§ **Problem description**: Exclude images and print all the records verbatim.

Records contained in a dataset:
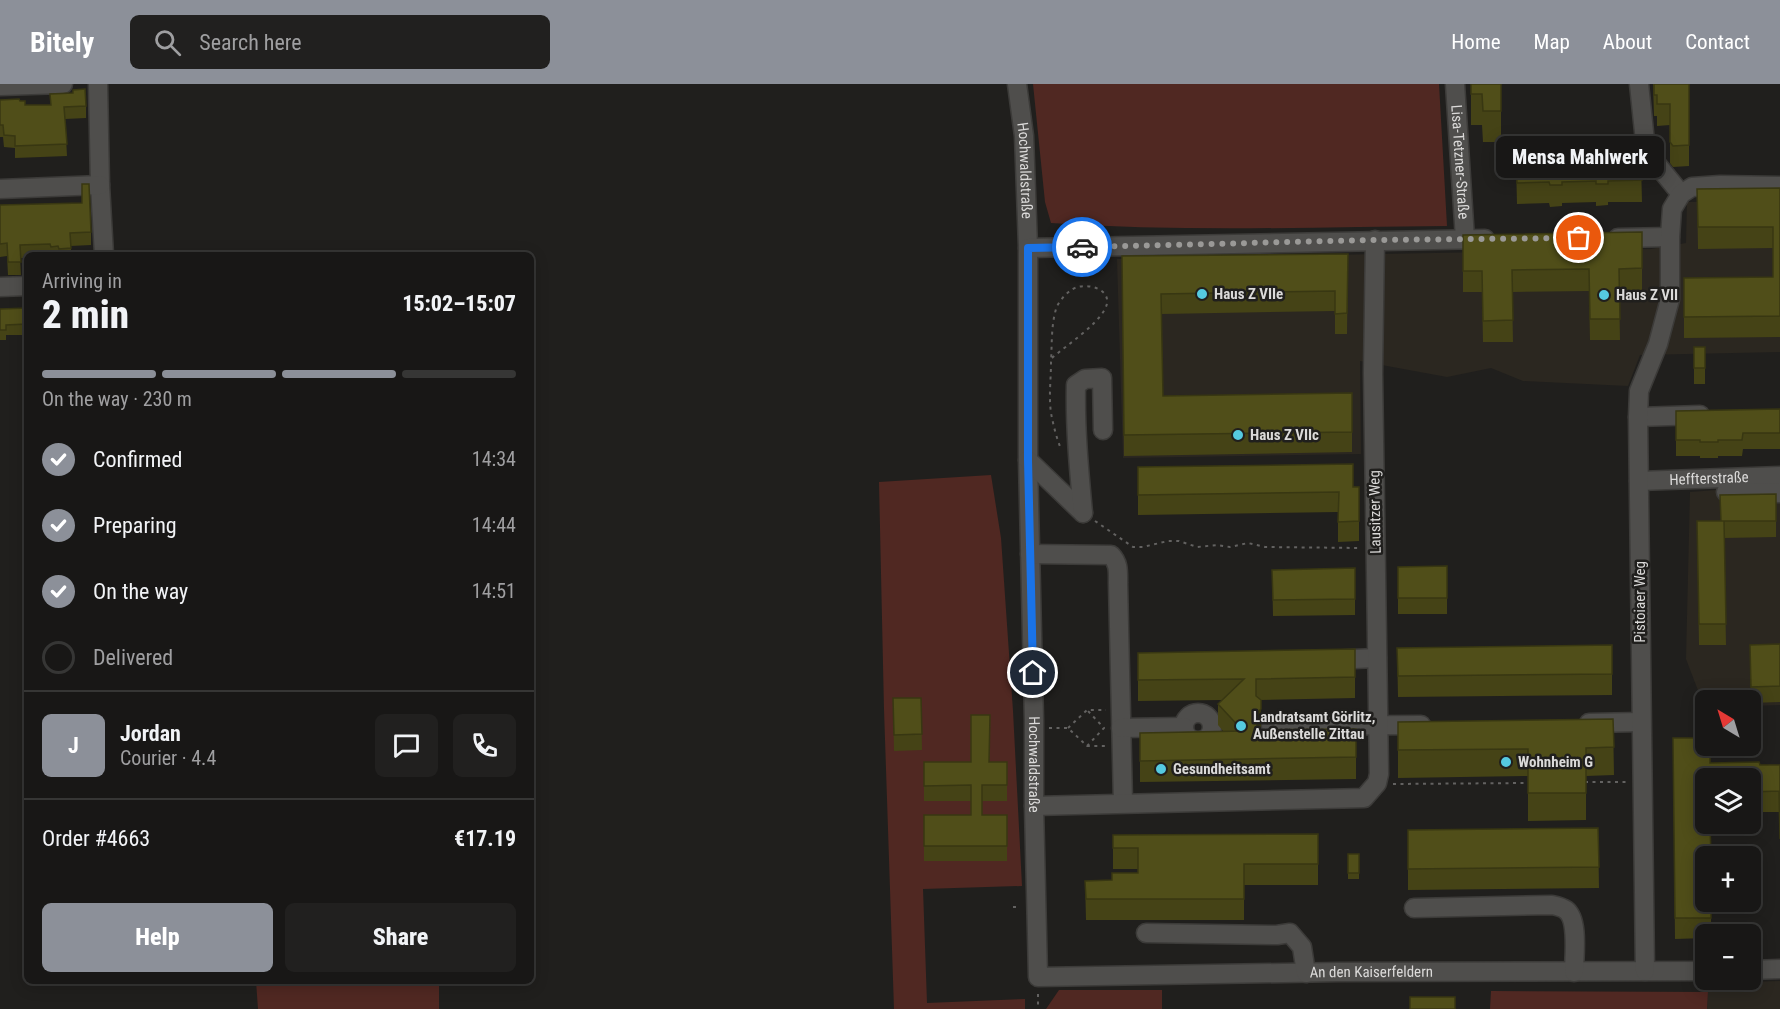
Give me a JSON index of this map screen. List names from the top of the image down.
{
  "streets": {
    "street": [
      "Lisa-Tetzner-Straße",
      "Hochwaldstraße",
      "Heffterstraße",
      "Lausitzer Weg",
      "Pistoiaer Weg",
      "An den Kaiserfeldern"
    ]
  },
  "crossings": [
    ["Hochwaldstraße", "An den Kaiserfeldern"],
    ["Heffterstraße", "Pistoiaer Weg"],
    ["Pistoiaer Weg", "An den Kaiserfeldern"]
  ],
  "places": [
    "Mensa Mahlwerk",
    "Haus Z VIIe",
    "Haus Z VII",
    "Haus Z VIIc",
    "Landratsamt Görlitz, Außenstelle Zittau",
    "Wohnheim G",
    "Gesundheitsamt"
  ],
  "north": "top left",
  "page": {
    "header": "Bitely",
    "search": "Search here",
    "nav": [
      "Home",
      "Map",
      "About",
      "Contact"
    ],
    "bubble": "Mensa Mahlwerk",
    "heading": ["2 min", "Arriving in", "15:02–15:07"],
    "panel": [
      "Jordan",
      "Courier · 4.4",
      "Order #4663",
      "€17.19"
    ],
    "bar": "On the way · 230 m",
    "list": [
      ["Confirmed", "14:34"],
      ["Preparing", "14:44"],
      ["On the way", "14:51"],
      "Delivered"
    ],
    "map_buttons": ["+", "−"],
    "round": "J",
    "buttons": ["Help", "Share"]
  }
}
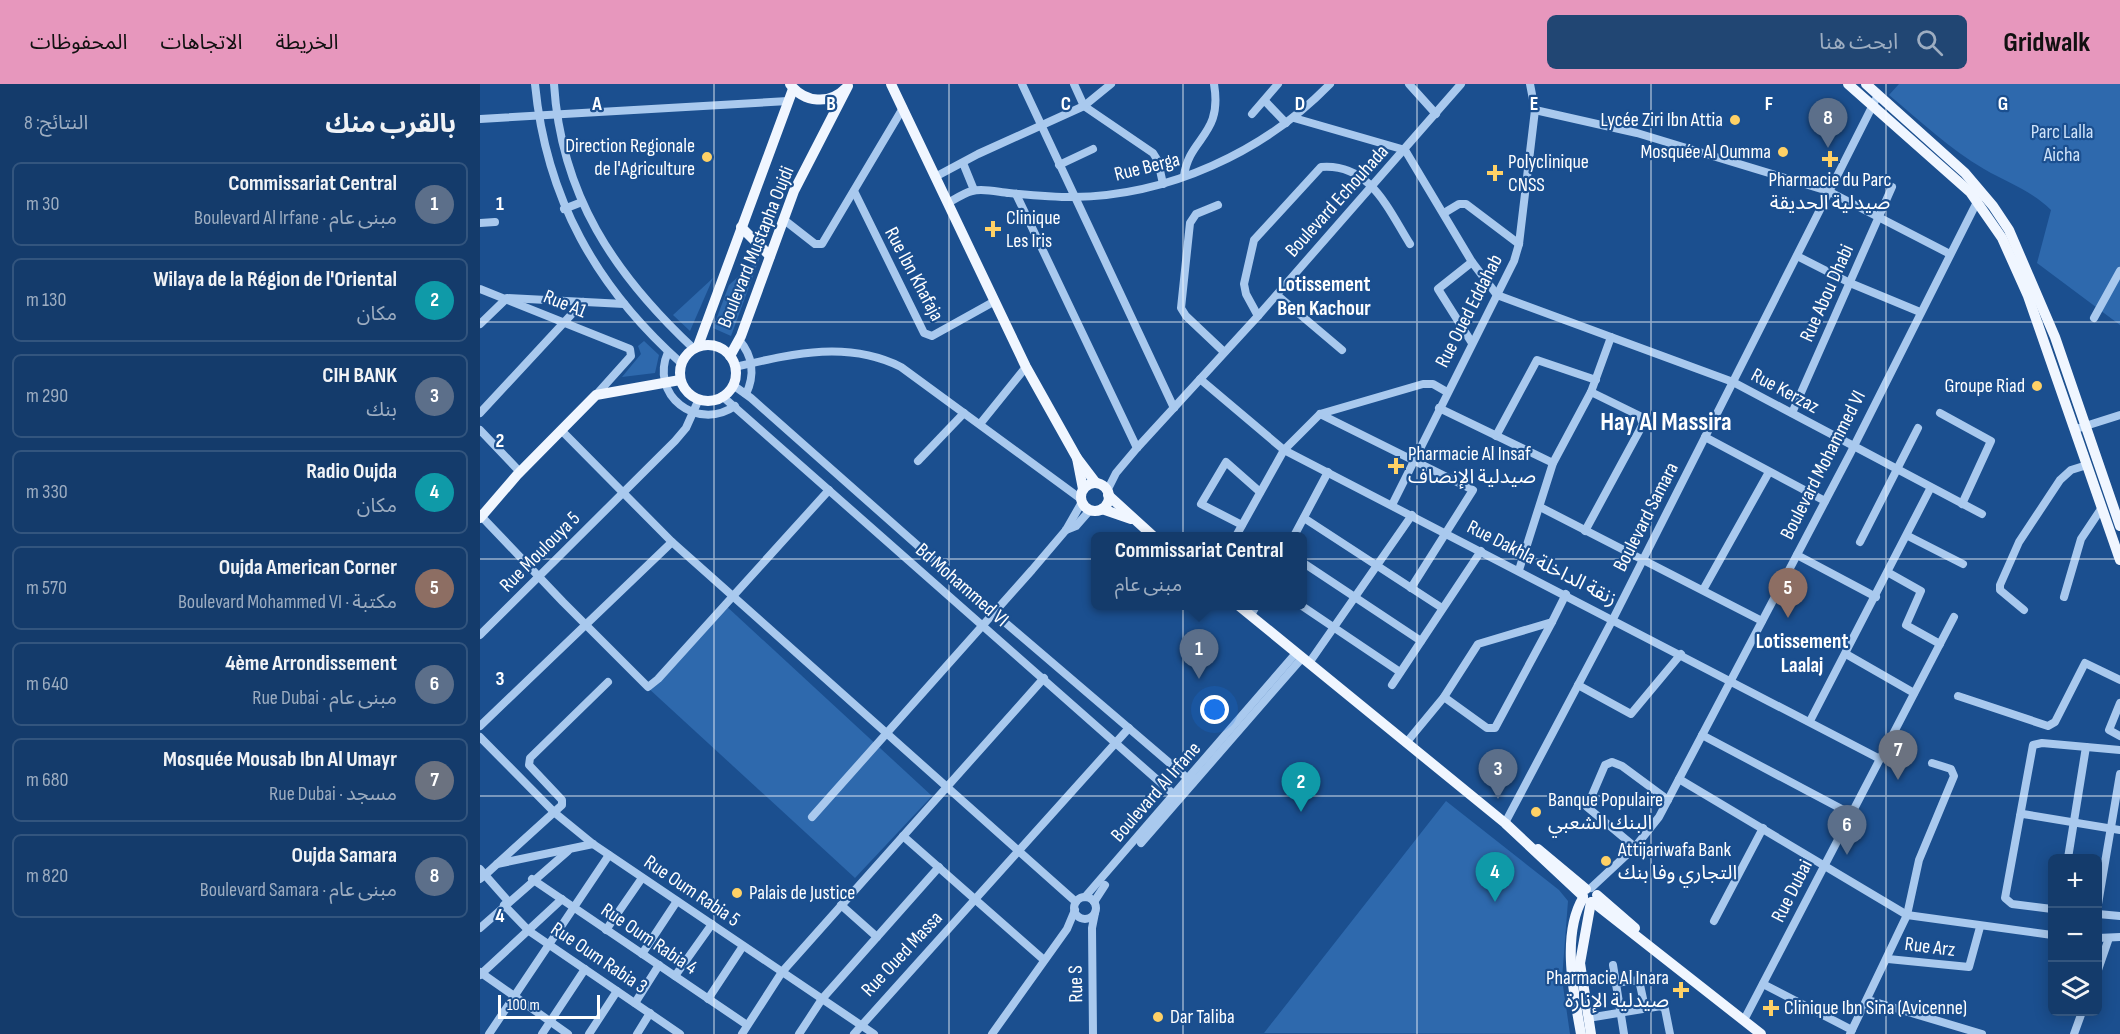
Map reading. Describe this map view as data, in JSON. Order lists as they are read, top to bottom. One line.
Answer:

§ **Answer below**:
Give me a JSON index of this map screen. List names from the top of the image down.
{
  "streets": {
    "street": [
      "Lisa-Tetzner-Straße",
      "Hochwaldstraße",
      "Heffterstraße",
      "Lausitzer Weg",
      "Pistoiaer Weg",
      "An den Kaiserfeldern"
    ]
  },
  "crossings": [
    ["Hochwaldstraße", "An den Kaiserfeldern"],
    ["Heffterstraße", "Pistoiaer Weg"],
    ["Pistoiaer Weg", "An den Kaiserfeldern"]
  ],
  "places": [
    "Mensa Mahlwerk",
    "Haus Z VIIe",
    "Haus Z VII",
    "Haus Z VIIc",
    "Landratsamt Görlitz, Außenstelle Zittau",
    "Wohnheim G",
    "Gesundheitsamt"
  ],
  "north": "top left",
  "page": {
    "header": "Bitely",
    "search": "Search here",
    "nav": [
      "Home",
      "Map",
      "About",
      "Contact"
    ],
    "bubble": "Mensa Mahlwerk",
    "heading": ["2 min", "Arriving in", "15:02–15:07"],
    "panel": [
      "Jordan",
      "Courier · 4.4",
      "Order #4663",
      "€17.19"
    ],
    "bar": "On the way · 230 m",
    "list": [
      ["Confirmed", "14:34"],
      ["Preparing", "14:44"],
      ["On the way", "14:51"],
      "Delivered"
    ],
    "map_buttons": ["+", "−"],
    "round": "J",
    "buttons": ["Help", "Share"]
  }
}
Map reading. Describe this map view as data, in JSON. Order lists as they are read, top to bottom. One line.
Answer:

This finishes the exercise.